Pour se donner bonne conscience et donner des leçons de morale, le néolibéralisme joue la vertu en ce qui concerne l’antiracisme et prône par les délocalisations l’aide aux pays émergents dont tout le monde (surtout les actionnaires) n’a que faire à part ceux qui en Occident sont mis au chômage. Les grandes messes à la télévision pour toutes les opérations de charité, participent à la légitimisation du néolibéralisme comme les footballeurs qui tiennent par la main des gamins en entrant sur le terrain, tout ceci pour légitimer une société fric.

La plus grande escroquerie intellectuelle et morale a été bien sûr la construction européenne puisque la plupart des leaders de gauche (Aubry, Strauss-Kahn, Kouchner, Hollande, Delors, … ) ont présenté à leurs électeurs ces traités comme une construction de l’Europe sociale. C’était un formidable mensonge puisque les traités de Maastricht et d’Amsterdam (ensuite de Lisbonne) ne sont que l’application de l’ordolibéralisme (la version allemande du néolibéralisme ).

On ne pouvait, comme en Amérique du Sud, imposer en Europe le néolibéralisme par la force. On a donc cocufié les Français en douceur, c’est-à-dire sans qu’ils le sachent (il est toujours moins douloureux d’être cocu sans le savoir.

Le néerlandais Frits Bolkestein (celui qui créa la polémique du plombier polonais, ce qui était politiquement correct puisque le plombier imaginaire n’était ni africain ni arabe) disait lui-même que le traité de Lisbonne représentait un progrès considérable dans la réalisation d’une Europe conforme aux idées ordolibérales. Il est donc invraisemblable qu’une grande partie de l’électorat de gauche ait voté pour ces deux traités ; c’en est presque à vous dégoûter de la démocratie.

Chez les antilibéraux européistes d’extrême-droite comme Alain de Benoist, ils n’avaient qu’à choisir ou ne pas choisir entre une haine de soi (toute juive) du fait français et une exécration foncière du libéralisme mis en place dans la construction européenne. En tout cas, cette obsession de la mise en place de la concurrence que l’on trouve dans le néolibéralisme de Bruxelles (avec toutes les amendes en conséquence) et qui entrave les grandes entreprises françaises n’a amené que des taux de croissance très faibles si l’on compare les taux chinois où existent l’intervention d’un État protectionniste dans la vie économique et, un soutien massif aux entreprises chinoises.
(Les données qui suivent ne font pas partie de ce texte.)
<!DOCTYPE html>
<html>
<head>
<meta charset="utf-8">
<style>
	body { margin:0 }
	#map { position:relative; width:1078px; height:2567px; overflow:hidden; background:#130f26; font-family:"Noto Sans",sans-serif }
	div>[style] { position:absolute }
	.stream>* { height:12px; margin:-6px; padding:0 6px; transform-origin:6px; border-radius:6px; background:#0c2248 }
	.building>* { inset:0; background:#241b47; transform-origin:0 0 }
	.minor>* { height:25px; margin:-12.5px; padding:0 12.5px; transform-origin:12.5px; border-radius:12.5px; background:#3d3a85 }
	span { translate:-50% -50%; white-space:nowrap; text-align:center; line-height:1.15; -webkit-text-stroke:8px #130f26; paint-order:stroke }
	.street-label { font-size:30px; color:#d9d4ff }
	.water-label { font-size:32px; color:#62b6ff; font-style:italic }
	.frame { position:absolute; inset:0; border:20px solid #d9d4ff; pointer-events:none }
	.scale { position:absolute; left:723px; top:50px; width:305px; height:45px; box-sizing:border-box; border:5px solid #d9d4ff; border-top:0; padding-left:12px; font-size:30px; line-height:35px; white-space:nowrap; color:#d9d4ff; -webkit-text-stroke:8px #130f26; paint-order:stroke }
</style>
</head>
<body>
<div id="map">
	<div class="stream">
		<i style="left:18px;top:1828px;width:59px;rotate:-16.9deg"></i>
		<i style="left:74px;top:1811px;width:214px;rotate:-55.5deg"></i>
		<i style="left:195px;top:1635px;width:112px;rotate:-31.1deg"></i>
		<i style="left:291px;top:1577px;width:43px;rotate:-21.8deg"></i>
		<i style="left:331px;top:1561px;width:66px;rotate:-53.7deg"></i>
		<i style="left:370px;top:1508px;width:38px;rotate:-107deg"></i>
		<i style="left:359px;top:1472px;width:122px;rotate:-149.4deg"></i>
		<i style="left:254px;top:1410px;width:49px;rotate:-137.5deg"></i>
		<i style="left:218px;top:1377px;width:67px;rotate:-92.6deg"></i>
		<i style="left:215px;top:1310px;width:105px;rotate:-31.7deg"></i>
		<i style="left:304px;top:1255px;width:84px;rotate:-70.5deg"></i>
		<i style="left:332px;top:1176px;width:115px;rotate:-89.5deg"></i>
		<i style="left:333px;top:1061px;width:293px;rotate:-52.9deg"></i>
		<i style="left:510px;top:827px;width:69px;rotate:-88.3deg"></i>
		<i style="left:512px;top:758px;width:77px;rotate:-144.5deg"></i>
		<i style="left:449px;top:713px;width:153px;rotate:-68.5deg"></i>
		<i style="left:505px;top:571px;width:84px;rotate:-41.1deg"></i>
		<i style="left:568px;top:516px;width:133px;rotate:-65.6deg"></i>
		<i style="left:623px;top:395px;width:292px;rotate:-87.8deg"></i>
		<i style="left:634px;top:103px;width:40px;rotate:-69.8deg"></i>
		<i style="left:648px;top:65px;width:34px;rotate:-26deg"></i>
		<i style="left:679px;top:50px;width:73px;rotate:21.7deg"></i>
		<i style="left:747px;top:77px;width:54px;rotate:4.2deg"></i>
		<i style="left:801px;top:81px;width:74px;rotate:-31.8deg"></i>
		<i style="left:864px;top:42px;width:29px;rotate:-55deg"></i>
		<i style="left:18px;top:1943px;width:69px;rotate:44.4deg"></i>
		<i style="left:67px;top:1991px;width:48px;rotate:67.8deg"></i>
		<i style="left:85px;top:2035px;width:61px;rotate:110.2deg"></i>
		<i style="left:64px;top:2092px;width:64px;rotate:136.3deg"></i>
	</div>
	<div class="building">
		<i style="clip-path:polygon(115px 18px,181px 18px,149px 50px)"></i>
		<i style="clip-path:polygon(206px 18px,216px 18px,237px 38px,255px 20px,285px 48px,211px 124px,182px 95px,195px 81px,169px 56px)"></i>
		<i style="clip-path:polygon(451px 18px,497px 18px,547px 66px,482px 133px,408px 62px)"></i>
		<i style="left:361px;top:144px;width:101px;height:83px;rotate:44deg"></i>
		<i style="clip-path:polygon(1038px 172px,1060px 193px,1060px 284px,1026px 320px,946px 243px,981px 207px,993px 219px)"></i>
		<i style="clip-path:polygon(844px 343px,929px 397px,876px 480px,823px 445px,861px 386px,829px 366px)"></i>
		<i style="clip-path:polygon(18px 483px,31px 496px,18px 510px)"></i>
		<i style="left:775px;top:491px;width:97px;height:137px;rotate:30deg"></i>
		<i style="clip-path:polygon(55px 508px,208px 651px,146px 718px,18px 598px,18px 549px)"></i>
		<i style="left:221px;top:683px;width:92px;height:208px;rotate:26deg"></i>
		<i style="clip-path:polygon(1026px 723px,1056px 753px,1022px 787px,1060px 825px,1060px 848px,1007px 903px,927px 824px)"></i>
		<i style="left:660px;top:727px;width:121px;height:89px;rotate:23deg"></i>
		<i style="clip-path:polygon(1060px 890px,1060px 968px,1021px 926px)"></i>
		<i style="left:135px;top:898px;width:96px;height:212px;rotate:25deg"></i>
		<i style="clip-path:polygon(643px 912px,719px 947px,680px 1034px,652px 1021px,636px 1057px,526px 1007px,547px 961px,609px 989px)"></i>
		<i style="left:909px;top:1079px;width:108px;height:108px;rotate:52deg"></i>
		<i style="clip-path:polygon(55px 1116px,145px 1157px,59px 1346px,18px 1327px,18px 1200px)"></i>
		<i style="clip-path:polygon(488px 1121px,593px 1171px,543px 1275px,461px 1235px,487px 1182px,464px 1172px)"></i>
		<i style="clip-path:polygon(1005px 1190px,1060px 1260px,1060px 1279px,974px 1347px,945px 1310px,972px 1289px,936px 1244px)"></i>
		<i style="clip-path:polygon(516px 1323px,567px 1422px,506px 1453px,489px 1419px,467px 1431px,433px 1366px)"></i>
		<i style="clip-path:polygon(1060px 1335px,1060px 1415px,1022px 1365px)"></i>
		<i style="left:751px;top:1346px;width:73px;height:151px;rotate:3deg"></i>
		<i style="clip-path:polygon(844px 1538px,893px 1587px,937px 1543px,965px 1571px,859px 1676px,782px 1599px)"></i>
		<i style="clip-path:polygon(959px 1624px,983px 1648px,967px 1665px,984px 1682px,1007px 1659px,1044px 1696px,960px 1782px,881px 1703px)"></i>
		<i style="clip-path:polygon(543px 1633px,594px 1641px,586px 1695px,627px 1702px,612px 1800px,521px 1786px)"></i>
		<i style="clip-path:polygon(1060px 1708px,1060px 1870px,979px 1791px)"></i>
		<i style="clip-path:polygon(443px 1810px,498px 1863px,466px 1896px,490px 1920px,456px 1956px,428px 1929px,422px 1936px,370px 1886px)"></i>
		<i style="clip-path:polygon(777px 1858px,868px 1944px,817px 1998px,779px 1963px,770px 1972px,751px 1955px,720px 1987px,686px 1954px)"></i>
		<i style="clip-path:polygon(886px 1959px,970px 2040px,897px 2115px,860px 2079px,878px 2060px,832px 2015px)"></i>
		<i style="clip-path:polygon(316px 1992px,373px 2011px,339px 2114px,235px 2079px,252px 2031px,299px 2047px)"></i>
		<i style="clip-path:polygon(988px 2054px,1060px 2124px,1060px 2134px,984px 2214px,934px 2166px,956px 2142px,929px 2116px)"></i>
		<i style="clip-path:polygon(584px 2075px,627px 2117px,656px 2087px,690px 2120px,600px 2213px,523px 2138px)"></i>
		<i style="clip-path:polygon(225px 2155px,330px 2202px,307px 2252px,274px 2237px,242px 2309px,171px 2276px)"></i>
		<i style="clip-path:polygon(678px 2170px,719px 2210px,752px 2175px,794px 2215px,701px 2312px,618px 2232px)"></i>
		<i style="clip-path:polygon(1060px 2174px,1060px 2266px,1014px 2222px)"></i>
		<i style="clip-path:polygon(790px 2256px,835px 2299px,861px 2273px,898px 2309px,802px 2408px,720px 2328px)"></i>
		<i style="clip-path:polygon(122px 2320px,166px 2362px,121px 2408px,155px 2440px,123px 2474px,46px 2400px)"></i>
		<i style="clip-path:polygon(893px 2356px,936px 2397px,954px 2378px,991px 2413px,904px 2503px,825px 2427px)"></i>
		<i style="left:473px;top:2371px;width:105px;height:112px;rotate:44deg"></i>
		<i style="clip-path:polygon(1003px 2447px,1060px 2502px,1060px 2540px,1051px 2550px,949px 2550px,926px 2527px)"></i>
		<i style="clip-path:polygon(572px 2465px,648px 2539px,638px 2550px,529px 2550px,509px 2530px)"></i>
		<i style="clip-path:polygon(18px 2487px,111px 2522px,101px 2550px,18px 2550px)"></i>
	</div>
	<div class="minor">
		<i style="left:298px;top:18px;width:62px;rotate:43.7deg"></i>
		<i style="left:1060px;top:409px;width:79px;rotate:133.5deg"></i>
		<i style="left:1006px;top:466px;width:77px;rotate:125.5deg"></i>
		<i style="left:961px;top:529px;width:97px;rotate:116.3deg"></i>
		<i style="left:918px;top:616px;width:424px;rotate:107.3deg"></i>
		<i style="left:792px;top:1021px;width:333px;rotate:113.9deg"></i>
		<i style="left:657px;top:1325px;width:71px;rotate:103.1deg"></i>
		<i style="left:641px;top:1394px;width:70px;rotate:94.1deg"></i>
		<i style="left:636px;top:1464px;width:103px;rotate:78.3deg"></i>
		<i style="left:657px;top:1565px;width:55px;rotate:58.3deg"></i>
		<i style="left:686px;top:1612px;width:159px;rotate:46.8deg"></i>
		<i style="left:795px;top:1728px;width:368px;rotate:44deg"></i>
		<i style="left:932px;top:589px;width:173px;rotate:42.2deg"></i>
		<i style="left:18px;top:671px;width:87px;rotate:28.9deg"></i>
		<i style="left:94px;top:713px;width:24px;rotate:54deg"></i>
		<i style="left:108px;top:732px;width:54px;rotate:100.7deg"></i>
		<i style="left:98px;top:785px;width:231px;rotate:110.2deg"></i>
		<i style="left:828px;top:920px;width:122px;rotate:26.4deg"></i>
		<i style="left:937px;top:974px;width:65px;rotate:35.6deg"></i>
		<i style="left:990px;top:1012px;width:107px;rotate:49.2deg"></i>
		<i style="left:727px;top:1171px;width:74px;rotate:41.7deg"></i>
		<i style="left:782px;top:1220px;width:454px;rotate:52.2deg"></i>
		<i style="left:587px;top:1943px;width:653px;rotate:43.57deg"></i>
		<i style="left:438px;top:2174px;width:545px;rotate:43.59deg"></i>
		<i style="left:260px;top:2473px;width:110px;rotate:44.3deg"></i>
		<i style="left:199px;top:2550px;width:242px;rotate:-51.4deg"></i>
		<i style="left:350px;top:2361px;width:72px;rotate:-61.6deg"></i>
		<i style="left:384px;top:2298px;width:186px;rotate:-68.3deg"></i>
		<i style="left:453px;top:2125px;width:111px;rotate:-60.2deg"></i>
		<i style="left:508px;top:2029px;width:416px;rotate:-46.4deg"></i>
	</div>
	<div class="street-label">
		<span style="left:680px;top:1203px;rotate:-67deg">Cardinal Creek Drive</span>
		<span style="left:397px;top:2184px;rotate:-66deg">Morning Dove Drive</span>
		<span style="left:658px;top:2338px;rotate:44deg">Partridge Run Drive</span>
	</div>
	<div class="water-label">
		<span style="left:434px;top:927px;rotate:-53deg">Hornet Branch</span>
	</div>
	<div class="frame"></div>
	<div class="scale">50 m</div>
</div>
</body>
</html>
Il est courant de se moquer dans certains milieux économiques de l’économie de grand-papa des trente glorieuses où la France connaissait des taux de croissance de 5 ou 6 %, deuxième au monde après le Japon pour faire l’apologie de la, nouvelle économie libérale où les 1 % de croissance vont aux super-riches et aux actionnaires. Il est vrai que celui qui possède la finance possède les médias et donc la diffusion des idées dominantes.